START INPUT MATERIAL

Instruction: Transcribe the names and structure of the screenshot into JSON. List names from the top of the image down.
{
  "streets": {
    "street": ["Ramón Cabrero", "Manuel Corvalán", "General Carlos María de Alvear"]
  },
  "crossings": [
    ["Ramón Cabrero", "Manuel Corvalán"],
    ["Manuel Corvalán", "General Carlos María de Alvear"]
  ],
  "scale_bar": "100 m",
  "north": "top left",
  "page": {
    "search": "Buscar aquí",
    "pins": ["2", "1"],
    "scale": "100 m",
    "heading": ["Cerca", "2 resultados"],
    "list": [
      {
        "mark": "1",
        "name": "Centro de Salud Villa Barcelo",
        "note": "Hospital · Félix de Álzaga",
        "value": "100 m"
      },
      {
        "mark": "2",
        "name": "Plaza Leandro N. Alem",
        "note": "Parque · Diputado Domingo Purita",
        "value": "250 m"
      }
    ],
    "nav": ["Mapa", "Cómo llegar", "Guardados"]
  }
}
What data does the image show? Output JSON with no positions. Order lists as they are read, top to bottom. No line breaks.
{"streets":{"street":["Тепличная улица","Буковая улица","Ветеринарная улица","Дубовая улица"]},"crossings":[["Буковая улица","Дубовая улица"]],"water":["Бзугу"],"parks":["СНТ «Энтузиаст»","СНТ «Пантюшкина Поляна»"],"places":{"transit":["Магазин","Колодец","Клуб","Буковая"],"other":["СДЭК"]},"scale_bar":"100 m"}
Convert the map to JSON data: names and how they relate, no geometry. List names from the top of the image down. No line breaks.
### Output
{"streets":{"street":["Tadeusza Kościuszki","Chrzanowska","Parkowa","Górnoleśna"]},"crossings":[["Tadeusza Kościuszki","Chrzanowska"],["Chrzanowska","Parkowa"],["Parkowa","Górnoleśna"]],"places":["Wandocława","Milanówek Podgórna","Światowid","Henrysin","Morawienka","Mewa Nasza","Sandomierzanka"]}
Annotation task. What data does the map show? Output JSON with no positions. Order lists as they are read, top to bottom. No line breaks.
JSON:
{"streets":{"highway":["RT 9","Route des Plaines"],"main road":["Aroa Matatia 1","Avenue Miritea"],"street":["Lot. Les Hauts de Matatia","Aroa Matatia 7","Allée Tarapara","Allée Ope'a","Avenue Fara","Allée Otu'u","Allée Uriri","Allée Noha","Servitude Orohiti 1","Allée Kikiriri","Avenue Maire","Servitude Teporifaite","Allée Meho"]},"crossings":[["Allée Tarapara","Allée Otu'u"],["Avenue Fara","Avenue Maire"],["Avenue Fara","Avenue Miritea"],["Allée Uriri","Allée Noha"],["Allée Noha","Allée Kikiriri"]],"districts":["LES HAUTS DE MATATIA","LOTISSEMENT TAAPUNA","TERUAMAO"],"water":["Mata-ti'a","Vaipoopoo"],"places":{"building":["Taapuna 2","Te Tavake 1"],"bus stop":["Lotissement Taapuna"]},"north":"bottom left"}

END INPUT MATERIAL

**TASK STATEMENT**
Output all entries exactly as given above.

**REPLY**
Instruction: Transcribe the names and structure of the screenshot into JSON. List names from the top of the image down.
{
  "streets": {
    "street": ["Ramón Cabrero", "Manuel Corvalán", "General Carlos María de Alvear"]
  },
  "crossings": [
    ["Ramón Cabrero", "Manuel Corvalán"],
    ["Manuel Corvalán", "General Carlos María de Alvear"]
  ],
  "scale_bar": "100 m",
  "north": "top left",
  "page": {
    "search": "Buscar aquí",
    "pins": ["2", "1"],
    "scale": "100 m",
    "heading": ["Cerca", "2 resultados"],
    "list": [
      {
        "mark": "1",
        "name": "Centro de Salud Villa Barcelo",
        "note": "Hospital · Félix de Álzaga",
        "value": "100 m"
      },
      {
        "mark": "2",
        "name": "Plaza Leandro N. Alem",
        "note": "Parque · Diputado Domingo Purita",
        "value": "250 m"
      }
    ],
    "nav": ["Mapa", "Cómo llegar", "Guardados"]
  }
}
What data does the image show? Output JSON with no positions. Order lists as they are read, top to bottom. No line breaks.
{"streets":{"street":["Тепличная улица","Буковая улица","Ветеринарная улица","Дубовая улица"]},"crossings":[["Буковая улица","Дубовая улица"]],"water":["Бзугу"],"parks":["СНТ «Энтузиаст»","СНТ «Пантюшкина Поляна»"],"places":{"transit":["Магазин","Колодец","Клуб","Буковая"],"other":["СДЭК"]},"scale_bar":"100 m"}
Convert the map to JSON data: names and how they relate, no geometry. List names from the top of the image down. No line breaks.
### Output
{"streets":{"street":["Tadeusza Kościuszki","Chrzanowska","Parkowa","Górnoleśna"]},"crossings":[["Tadeusza Kościuszki","Chrzanowska"],["Chrzanowska","Parkowa"],["Parkowa","Górnoleśna"]],"places":["Wandocława","Milanówek Podgórna","Światowid","Henrysin","Morawienka","Mewa Nasza","Sandomierzanka"]}
Annotation task. What data does the map show? Output JSON with no positions. Order lists as they are read, top to bottom. No line breaks.
JSON:
{"streets":{"highway":["RT 9","Route des Plaines"],"main road":["Aroa Matatia 1","Avenue Miritea"],"street":["Lot. Les Hauts de Matatia","Aroa Matatia 7","Allée Tarapara","Allée Ope'a","Avenue Fara","Allée Otu'u","Allée Uriri","Allée Noha","Servitude Orohiti 1","Allée Kikiriri","Avenue Maire","Servitude Teporifaite","Allée Meho"]},"crossings":[["Allée Tarapara","Allée Otu'u"],["Avenue Fara","Avenue Maire"],["Avenue Fara","Avenue Miritea"],["Allée Uriri","Allée Noha"],["Allée Noha","Allée Kikiriri"]],"districts":["LES HAUTS DE MATATIA","LOTISSEMENT TAAPUNA","TERUAMAO"],"water":["Mata-ti'a","Vaipoopoo"],"places":{"building":["Taapuna 2","Te Tavake 1"],"bus stop":["Lotissement Taapuna"]},"north":"bottom left"}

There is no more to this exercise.